Dari total bank yang ditutup, satu di antaranya adalah bank umum, sementara sisanya terdiri dari 123 BPR dan 13 BPRS. Laporan ini disampaikan oleh Ketua Dewan Komisioner LPS, Purbaya Yudhi Sadewa, dalam rapat kerja dengan Komisi XI DPR RI. Periode pengamatan mencakup dari awal berdirinya LPS hingga akhir September 2024.

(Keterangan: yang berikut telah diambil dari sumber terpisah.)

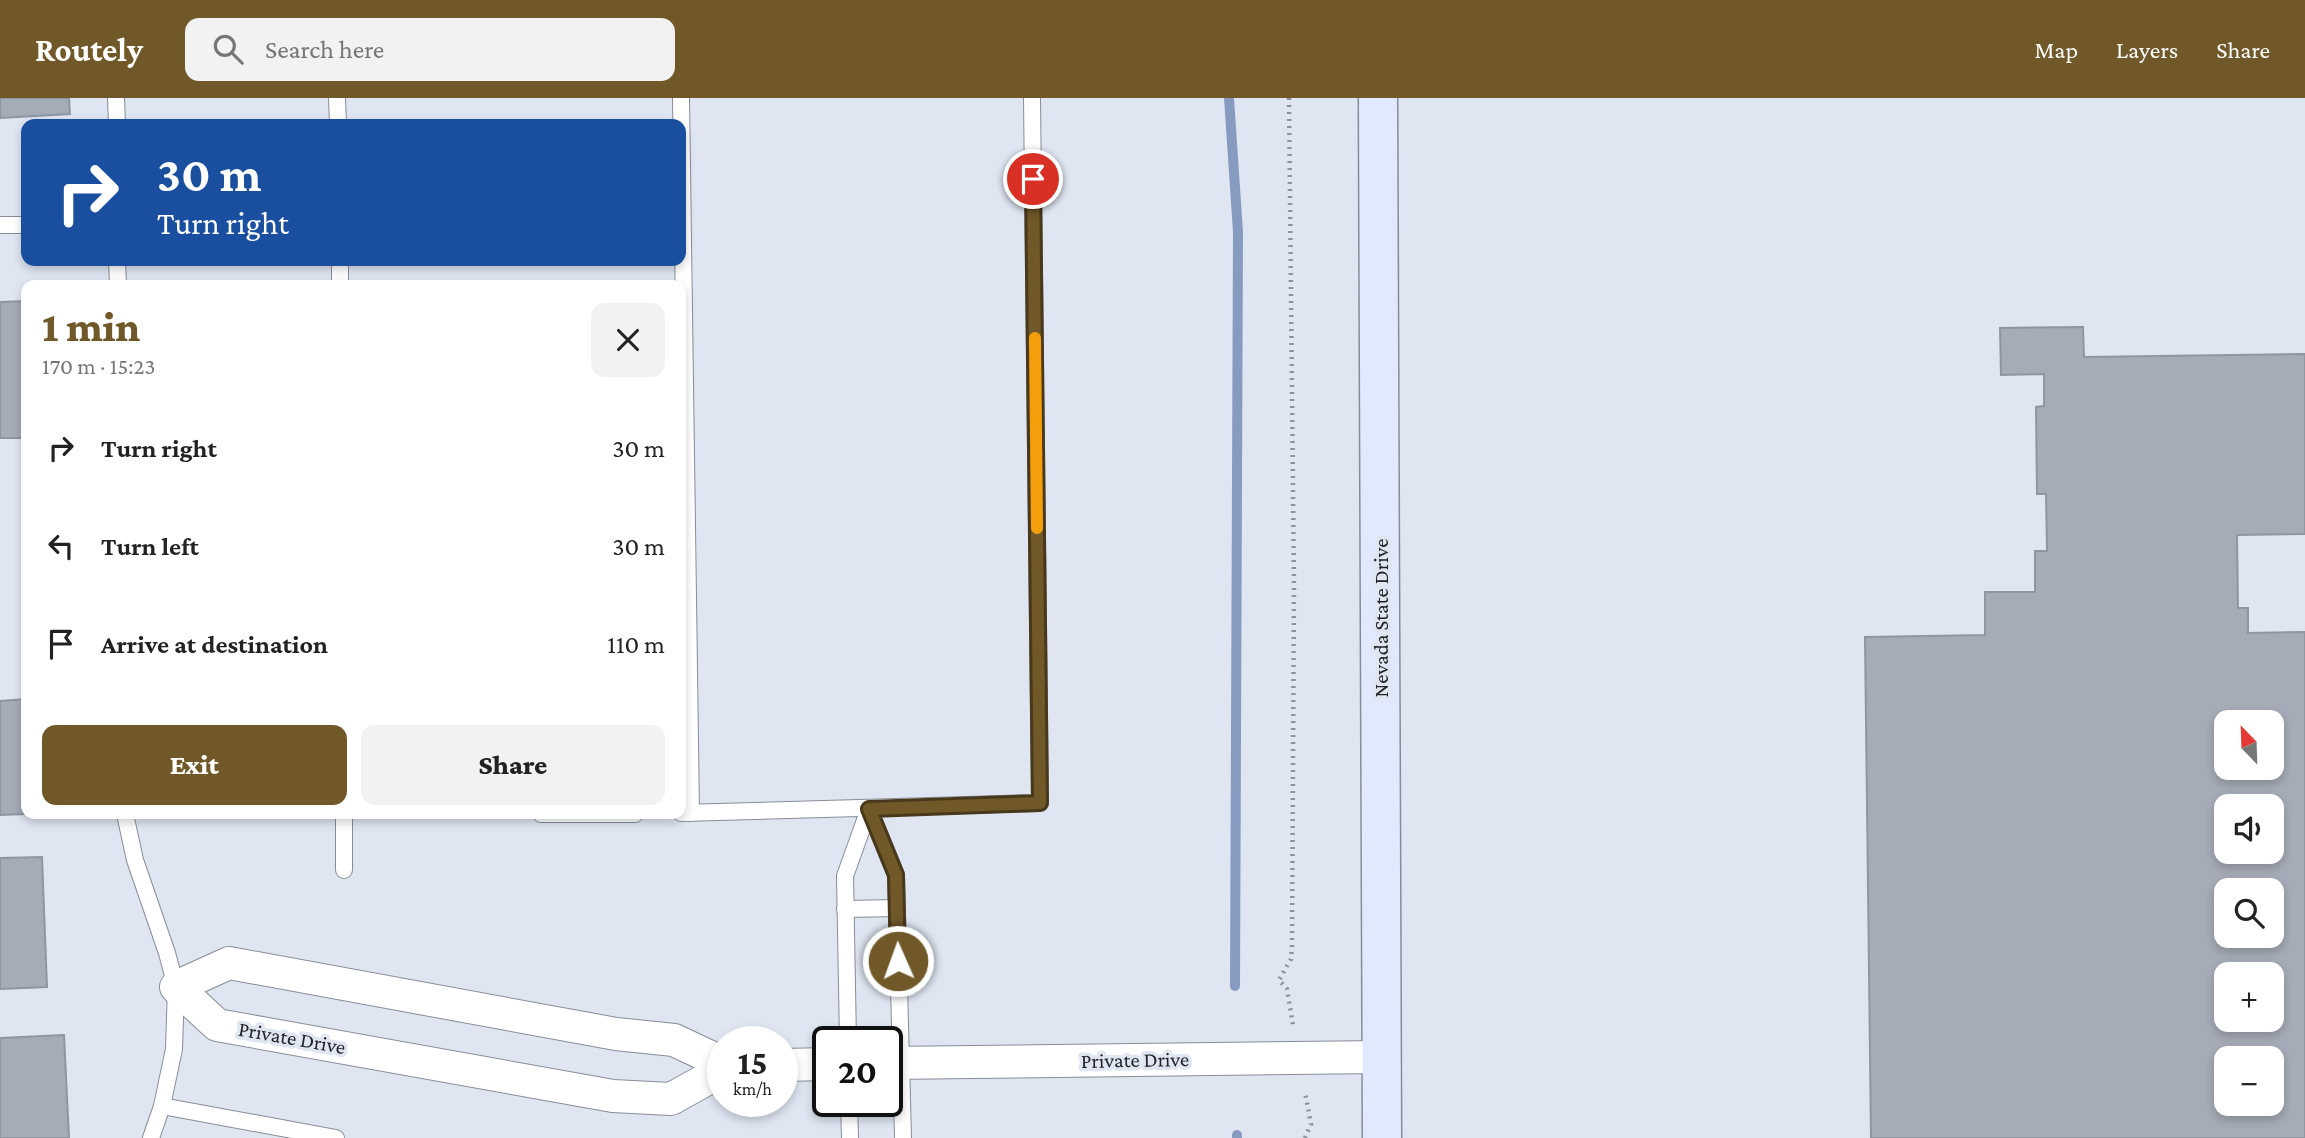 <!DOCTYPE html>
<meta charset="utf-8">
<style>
body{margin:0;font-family:"Crimson Pro",serif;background:#f2f2f2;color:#222;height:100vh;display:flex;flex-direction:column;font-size:26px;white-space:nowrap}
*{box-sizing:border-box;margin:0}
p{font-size:23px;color:#767676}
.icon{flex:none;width:38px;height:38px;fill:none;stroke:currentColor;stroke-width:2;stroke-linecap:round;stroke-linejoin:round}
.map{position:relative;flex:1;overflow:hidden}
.sheet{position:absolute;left:21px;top:182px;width:665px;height:539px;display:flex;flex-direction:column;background:#fff;border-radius:14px;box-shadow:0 4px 10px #0003}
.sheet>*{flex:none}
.banner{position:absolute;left:21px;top:21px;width:665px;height:147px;border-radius:14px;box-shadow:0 4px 10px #0003;background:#1a4fa0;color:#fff;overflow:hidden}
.needle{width:46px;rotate:337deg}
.fabs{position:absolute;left:2214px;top:612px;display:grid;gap:14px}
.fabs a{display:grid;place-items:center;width:70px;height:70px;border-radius:14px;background:#fff;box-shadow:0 4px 10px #0003;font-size:35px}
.speed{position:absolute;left:707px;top:928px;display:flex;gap:14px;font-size:35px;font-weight:700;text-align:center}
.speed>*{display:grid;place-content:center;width:91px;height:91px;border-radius:50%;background:#fff;box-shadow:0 4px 10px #0003;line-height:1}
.speed small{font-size:18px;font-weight:400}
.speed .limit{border:4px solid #111;border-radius:10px;background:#fff;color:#111}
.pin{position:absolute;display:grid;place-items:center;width:60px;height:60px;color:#fff;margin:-30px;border:4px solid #fff;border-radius:50%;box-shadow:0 2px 7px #0007}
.me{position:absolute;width:77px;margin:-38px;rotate:358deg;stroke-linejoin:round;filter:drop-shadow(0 0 5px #0008)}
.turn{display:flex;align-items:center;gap:24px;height:147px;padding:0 21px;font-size:32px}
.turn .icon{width:91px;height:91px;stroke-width:2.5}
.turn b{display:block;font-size:49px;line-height:60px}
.round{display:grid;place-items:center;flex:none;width:74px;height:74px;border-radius:14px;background:#f2f2f2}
.head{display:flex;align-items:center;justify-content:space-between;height:119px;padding:0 21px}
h1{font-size:42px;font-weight:800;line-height:52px;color:#705829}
.button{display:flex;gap:14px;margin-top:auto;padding:14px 21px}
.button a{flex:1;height:80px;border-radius:14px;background:#705829;color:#fff;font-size:28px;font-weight:800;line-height:80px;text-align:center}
.button a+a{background:#f2f2f2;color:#222}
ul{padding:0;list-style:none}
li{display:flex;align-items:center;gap:21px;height:98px;padding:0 21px}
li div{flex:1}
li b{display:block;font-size:26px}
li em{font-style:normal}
header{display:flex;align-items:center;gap:42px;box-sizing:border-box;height:98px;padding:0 35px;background:#705829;color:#fff}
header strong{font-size:33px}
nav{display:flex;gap:38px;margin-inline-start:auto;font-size:24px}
.search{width:490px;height:63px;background:#f2f2f2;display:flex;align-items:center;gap:18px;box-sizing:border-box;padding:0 24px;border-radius:14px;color:#767676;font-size:26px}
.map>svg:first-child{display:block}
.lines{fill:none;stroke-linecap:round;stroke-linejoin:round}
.stream{stroke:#879abf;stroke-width:10}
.building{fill:#a5abb7;stroke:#8f96a1;stroke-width:2;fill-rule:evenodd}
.lane-casing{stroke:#878d98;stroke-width:18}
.street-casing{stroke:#878d98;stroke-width:34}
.secondary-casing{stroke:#878d98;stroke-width:41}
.path{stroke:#8d929b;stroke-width:4.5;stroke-dasharray:2 5;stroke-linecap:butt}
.lane{stroke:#fff;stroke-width:16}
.street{stroke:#fff;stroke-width:32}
.secondary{stroke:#e0e9fd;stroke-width:38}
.route-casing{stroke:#49391b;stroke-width:18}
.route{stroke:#705829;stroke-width:12}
.slow{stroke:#f59e0b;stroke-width:12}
.labels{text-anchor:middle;stroke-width:7;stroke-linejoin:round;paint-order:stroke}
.street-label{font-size:21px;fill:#212327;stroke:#dfe6f2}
</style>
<header>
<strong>Routely</strong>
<div class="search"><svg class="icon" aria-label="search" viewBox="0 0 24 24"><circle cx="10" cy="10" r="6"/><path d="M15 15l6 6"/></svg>Search here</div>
<nav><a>Map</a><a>Layers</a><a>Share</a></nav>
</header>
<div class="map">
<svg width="2305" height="1040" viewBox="0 0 2305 1040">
<rect width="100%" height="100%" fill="#dfe6f2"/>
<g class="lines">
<g class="stream">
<path d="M1229,0l9,134 -3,754"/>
<path d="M1237,1037v3"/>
</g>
</g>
<g class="building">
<path d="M0,0h69l1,16 -70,4z"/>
<path d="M26,203v137h-26v-136z"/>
<path d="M2083,229l1,30 221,-3v180l-68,1 1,73h10v25l57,-1v506h-434l-6,-501 120,-2v-43h50v-41h12l-1,-57h-9l-1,-87 8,-1v-32l-43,1 -1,-47zM2226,625h46v45h-46zM2226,709h46v45h-46zM2226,793h46v45h-46zM2226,877h46v45h-46zM2226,961h46v45h-46z"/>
<path d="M26,601v115l-26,1v-114z"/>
<path d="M42,759l5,130 -47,2v-131z"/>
<path d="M64,937l5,103h-69v-100z"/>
</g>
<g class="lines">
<g class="lane-casing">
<g id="lane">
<path d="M116,0l1,26"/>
<path d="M337,0l1,26"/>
<path d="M681,0l10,715"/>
<path d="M0,127h26"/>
<path d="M117,163l1,24"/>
<path d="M340,163v24"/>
<path d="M869,711l27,66 7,263"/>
<path d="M681,715l359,-10 -8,-705"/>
<path d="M125,716l10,46 32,93 9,34 -2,62 -12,57 -11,32"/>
<path d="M344,716v56"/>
<path d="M541,716h94"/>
<path d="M845,811l52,-1"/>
<path d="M848,943l-3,-165 24,-67"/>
<path d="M849,1003l1,37"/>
<path d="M162,1008l174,32"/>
</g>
</g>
<g class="street-casing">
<g id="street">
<path d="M723,965l-49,-23 -58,-6 -387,-71 -53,24 41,38 396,71 58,3 52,-29"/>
<path d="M887,965l495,-6"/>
<path d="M782,967l46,-1"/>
</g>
</g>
<g class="secondary-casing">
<path id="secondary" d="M1378,0l4,1040"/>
</g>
<g class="path">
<path d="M1289,0l5,488 -2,361 -1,12 -12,21 8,9 6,36"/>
<path d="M1305,1040l6,-14 -6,-32"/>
</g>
<use href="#lane" class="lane"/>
<use href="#street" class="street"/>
<use href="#secondary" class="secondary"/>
</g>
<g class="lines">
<g class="route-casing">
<path id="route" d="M898,863l-2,-86 -27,-66 171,-6 -7,-624"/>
</g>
<use href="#route" class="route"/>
<path class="slow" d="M1035,240l2,190"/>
</g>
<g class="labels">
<g class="street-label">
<text transform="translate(1381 520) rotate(-90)" y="7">Nevada State Drive</text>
<text transform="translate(292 940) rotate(10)" y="7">Private Drive</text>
<text transform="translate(1135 962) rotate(-1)" y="7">Private Drive</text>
</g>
</g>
</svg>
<div class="fabs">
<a><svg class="needle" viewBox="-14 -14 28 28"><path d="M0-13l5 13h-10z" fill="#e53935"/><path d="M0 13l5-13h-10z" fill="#767676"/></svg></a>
<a><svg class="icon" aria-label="sound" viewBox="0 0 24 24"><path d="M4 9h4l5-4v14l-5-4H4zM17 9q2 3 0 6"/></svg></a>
<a><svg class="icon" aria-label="search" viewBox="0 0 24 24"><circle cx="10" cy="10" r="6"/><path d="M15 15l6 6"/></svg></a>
<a>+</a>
<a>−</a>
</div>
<div class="speed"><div>15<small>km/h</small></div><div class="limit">20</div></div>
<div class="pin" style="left:1033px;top:81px;background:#d93025"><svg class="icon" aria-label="arrive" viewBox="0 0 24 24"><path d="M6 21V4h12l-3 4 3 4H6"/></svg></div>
<svg class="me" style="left:898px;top:863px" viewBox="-20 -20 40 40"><circle r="17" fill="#705829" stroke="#fff" stroke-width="3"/><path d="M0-11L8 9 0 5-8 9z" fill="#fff"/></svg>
<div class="banner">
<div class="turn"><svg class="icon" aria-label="right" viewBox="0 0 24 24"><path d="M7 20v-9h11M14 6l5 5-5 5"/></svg><div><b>30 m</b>Turn right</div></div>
</div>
<section class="sheet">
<div class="head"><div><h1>1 min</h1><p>170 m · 15:23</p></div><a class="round"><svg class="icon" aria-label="close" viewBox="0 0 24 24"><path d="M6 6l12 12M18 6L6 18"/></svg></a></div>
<ul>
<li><svg class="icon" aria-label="right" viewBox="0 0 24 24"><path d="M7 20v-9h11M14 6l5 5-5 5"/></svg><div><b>Turn right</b></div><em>30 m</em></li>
<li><svg class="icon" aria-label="left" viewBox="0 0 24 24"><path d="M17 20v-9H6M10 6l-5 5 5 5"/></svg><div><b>Turn left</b></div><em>30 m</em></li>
<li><svg class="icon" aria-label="arrive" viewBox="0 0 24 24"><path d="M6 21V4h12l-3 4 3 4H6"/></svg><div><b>Arrive at destination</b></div><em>110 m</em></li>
</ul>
<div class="button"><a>Exit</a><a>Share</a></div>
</section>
</div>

Pada tahun 2024 saja, hingga triwulan ketiga, tercatat sebanyak 15 BPR dan BPRS yang dicabut izin usahanya oleh Otoritas Jasa Keuangan (OJK). Penutupan ini mencerminkan tantangan yang dihadapi oleh sektor perbankan kecil dan syariah di tengah perubahan ekonomi, persaingan, serta tekanan regulasi.
Lalu ada sebanyak 17 BPR-BPRS yang masih berlangsung proses likuidasinya, di mana ada tambahan dua dari tahun lalu.
"Pada 2024 LPS berhasil melakukan penyehatan terhadap satu BPR Indramayu yang sebelumnya ditampilkan oleh OJK sebagai bank dalam resolusi dan telah kembali menjadi bank normal pada bulan Mei 2024. Ini kasus pertama. Ini juga bisa terjadi karena kerjasama erat antara LPS dengan OJK," ujarnya.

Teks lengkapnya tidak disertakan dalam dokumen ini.